§ Given information:
=== Section Start ===
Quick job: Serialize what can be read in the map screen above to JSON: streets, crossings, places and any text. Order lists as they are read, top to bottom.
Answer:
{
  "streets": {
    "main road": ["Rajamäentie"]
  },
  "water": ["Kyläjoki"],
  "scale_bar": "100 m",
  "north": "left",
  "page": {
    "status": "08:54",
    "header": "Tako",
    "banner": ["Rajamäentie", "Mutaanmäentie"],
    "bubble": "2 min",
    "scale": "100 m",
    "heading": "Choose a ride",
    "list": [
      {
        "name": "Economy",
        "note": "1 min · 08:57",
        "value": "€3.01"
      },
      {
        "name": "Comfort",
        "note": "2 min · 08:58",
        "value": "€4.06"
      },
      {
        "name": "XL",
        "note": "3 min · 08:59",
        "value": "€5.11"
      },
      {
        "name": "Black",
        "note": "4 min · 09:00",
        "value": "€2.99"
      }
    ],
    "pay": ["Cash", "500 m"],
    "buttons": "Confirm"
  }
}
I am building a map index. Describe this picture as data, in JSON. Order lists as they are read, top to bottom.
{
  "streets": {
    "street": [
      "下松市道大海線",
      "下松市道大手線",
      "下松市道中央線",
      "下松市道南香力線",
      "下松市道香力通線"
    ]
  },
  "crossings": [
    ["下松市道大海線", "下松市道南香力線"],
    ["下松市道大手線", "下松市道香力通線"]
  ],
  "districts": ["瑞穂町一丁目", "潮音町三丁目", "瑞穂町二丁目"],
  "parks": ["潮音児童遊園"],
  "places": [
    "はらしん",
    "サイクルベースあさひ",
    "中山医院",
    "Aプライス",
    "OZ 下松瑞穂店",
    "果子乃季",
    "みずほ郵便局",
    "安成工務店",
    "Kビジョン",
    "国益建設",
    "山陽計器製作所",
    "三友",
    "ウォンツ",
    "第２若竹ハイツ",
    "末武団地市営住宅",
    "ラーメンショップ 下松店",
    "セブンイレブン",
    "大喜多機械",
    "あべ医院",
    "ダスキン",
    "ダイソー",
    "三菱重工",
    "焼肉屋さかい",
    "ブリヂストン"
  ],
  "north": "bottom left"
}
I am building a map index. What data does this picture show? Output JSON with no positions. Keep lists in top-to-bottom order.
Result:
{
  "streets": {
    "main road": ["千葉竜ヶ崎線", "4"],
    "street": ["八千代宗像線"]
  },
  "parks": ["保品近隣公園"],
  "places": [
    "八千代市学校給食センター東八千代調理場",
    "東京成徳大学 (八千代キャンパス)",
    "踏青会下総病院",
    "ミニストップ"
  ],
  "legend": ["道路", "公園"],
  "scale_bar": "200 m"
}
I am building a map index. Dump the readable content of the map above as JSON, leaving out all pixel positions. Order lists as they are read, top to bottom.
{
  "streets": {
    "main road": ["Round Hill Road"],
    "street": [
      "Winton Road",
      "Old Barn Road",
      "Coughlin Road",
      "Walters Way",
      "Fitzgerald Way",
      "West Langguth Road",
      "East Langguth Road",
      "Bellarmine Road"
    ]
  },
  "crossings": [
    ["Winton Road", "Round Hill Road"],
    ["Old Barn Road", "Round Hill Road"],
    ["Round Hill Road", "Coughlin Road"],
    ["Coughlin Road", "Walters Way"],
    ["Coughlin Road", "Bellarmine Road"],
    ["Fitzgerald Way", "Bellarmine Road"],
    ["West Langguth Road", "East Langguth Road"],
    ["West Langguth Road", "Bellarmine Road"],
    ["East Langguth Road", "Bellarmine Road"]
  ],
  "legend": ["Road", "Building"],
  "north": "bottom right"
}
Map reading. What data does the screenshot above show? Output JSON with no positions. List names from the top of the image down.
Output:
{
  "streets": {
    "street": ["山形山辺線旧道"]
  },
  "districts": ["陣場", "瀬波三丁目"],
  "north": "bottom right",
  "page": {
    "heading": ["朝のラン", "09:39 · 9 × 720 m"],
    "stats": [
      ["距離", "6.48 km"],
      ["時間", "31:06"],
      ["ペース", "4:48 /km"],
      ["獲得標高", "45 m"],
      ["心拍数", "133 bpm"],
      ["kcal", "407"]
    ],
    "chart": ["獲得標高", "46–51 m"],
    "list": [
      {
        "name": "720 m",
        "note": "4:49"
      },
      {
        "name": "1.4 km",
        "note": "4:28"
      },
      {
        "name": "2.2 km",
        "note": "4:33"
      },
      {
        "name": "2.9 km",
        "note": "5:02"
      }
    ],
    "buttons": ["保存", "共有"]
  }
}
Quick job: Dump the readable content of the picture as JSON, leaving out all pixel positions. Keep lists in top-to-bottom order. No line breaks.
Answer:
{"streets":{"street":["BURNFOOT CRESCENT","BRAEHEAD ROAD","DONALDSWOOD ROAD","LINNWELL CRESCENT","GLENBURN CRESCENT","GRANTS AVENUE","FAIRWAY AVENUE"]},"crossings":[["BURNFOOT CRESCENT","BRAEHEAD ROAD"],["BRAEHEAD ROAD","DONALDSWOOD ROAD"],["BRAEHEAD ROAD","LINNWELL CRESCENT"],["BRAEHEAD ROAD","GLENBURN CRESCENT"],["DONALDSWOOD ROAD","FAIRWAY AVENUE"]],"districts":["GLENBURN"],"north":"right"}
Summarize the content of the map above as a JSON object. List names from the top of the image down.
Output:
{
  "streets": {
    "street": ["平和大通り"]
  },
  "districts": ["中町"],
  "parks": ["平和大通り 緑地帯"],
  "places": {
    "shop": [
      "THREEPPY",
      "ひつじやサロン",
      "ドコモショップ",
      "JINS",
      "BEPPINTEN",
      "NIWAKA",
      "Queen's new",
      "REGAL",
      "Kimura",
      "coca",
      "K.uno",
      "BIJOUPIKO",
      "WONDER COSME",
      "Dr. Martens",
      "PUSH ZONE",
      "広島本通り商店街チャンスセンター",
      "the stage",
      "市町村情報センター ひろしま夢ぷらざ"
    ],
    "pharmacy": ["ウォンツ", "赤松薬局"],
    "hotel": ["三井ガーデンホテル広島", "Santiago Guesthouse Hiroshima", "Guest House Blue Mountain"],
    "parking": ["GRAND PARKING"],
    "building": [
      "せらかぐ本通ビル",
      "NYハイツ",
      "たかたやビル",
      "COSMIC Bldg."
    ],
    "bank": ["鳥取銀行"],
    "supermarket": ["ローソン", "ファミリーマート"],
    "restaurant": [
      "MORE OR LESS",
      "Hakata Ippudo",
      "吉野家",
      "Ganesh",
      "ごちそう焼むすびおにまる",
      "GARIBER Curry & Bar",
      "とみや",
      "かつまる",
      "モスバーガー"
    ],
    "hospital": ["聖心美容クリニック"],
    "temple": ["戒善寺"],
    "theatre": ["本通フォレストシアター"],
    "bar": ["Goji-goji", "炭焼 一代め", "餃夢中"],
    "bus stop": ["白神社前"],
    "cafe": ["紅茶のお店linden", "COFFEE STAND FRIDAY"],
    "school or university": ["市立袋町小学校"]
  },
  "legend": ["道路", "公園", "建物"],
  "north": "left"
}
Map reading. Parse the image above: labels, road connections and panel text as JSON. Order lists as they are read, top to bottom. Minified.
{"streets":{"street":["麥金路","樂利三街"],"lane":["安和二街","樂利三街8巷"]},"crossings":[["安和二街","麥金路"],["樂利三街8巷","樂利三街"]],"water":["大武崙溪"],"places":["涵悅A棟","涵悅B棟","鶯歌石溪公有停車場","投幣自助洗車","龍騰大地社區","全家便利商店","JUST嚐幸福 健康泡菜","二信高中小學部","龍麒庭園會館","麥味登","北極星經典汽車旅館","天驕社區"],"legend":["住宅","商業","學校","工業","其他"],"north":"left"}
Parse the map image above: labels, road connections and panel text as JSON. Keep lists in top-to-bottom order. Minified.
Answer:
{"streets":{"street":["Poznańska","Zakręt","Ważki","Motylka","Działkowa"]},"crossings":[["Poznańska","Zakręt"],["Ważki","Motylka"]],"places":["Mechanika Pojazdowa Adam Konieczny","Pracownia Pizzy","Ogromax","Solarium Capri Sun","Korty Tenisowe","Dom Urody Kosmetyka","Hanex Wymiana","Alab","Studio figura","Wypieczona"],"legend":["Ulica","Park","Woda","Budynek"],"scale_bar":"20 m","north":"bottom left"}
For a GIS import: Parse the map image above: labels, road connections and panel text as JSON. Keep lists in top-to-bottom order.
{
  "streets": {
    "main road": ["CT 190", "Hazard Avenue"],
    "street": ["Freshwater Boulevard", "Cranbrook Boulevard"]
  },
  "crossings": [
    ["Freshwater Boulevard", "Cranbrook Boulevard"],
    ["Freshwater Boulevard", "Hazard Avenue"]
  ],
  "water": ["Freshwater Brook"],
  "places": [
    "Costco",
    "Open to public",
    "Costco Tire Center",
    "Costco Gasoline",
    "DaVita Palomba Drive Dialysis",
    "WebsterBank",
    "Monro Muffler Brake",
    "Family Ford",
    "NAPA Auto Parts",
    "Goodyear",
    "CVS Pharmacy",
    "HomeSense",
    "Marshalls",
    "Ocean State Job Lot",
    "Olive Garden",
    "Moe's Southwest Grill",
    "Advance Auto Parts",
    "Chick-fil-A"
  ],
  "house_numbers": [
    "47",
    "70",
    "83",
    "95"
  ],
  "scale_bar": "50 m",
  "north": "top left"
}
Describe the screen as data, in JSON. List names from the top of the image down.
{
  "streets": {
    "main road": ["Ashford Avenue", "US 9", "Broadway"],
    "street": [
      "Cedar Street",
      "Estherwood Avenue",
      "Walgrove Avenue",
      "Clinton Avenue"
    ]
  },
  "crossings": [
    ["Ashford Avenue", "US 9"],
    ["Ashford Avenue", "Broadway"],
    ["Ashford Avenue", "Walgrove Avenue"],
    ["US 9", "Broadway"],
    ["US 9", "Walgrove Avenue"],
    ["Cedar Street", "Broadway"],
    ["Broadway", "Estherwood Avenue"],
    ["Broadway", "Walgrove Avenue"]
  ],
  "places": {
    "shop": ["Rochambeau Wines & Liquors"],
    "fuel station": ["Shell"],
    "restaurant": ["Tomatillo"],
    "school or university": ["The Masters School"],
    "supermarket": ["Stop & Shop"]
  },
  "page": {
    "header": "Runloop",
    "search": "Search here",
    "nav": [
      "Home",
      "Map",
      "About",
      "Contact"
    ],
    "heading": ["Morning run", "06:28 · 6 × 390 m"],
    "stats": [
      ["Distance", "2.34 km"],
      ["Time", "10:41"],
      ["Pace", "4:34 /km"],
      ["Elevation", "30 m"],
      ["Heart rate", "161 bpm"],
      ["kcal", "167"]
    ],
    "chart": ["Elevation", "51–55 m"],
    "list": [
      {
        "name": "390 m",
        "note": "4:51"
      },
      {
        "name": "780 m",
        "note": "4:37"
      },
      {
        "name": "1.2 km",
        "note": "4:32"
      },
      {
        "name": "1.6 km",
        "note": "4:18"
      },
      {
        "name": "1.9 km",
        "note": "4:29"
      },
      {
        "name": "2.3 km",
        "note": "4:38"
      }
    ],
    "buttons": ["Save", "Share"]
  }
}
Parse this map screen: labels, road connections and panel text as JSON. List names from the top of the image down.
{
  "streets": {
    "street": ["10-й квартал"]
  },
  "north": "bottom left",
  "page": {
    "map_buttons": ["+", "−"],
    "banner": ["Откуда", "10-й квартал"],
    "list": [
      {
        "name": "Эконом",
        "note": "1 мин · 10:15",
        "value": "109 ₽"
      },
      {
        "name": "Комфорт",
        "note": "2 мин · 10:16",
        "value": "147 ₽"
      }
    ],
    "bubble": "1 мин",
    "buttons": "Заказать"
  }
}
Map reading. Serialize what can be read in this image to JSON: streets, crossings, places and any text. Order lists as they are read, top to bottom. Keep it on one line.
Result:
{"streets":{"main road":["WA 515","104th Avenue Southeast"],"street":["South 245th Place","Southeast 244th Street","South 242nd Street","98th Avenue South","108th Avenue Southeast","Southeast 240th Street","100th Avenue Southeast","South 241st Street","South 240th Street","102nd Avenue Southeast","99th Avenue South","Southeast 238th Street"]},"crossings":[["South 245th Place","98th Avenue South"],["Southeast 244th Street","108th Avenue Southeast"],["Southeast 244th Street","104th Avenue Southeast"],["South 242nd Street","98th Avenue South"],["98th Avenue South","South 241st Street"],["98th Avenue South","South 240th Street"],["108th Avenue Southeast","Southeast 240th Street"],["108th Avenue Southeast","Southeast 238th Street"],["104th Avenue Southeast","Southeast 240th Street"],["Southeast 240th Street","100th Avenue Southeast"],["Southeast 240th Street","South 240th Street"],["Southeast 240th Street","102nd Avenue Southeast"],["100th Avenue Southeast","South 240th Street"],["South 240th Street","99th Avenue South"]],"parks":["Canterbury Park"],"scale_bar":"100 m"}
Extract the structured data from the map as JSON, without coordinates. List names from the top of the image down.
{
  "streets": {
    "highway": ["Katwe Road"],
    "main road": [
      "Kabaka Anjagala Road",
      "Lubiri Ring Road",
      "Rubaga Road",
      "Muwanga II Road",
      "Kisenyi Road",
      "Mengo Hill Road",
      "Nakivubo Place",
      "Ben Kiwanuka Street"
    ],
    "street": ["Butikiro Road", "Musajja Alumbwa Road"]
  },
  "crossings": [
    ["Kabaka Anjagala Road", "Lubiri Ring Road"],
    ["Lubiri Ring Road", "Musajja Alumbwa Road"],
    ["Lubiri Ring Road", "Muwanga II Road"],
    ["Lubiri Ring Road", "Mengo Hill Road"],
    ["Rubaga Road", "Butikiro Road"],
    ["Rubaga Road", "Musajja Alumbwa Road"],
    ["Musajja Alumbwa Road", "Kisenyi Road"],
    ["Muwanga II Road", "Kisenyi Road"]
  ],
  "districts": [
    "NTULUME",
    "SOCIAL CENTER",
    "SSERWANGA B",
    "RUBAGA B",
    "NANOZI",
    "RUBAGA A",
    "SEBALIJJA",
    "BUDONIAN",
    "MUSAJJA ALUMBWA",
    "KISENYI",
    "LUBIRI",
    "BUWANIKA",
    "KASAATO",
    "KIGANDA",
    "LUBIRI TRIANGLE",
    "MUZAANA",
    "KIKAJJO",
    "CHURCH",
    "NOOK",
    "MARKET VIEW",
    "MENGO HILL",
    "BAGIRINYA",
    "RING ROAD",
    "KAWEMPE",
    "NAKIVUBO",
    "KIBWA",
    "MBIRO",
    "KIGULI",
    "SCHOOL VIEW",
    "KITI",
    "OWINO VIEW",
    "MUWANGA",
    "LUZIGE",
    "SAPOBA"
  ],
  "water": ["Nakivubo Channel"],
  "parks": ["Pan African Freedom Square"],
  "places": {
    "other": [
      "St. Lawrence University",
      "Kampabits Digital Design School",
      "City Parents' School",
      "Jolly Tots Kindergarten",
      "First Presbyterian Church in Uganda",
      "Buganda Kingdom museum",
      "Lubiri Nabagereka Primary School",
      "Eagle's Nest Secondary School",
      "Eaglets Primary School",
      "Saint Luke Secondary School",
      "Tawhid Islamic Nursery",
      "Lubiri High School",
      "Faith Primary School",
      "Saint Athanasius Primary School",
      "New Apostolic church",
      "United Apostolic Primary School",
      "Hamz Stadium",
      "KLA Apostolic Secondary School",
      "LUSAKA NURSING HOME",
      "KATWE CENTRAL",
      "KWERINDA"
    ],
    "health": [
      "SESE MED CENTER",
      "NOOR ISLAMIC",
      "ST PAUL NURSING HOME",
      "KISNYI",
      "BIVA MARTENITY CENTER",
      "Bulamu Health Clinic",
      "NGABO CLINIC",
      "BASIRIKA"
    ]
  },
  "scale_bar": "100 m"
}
=== Section End ===
§ The task: A single figure must be given: how many lines of the records above include the string "left".

§ The completed task: 7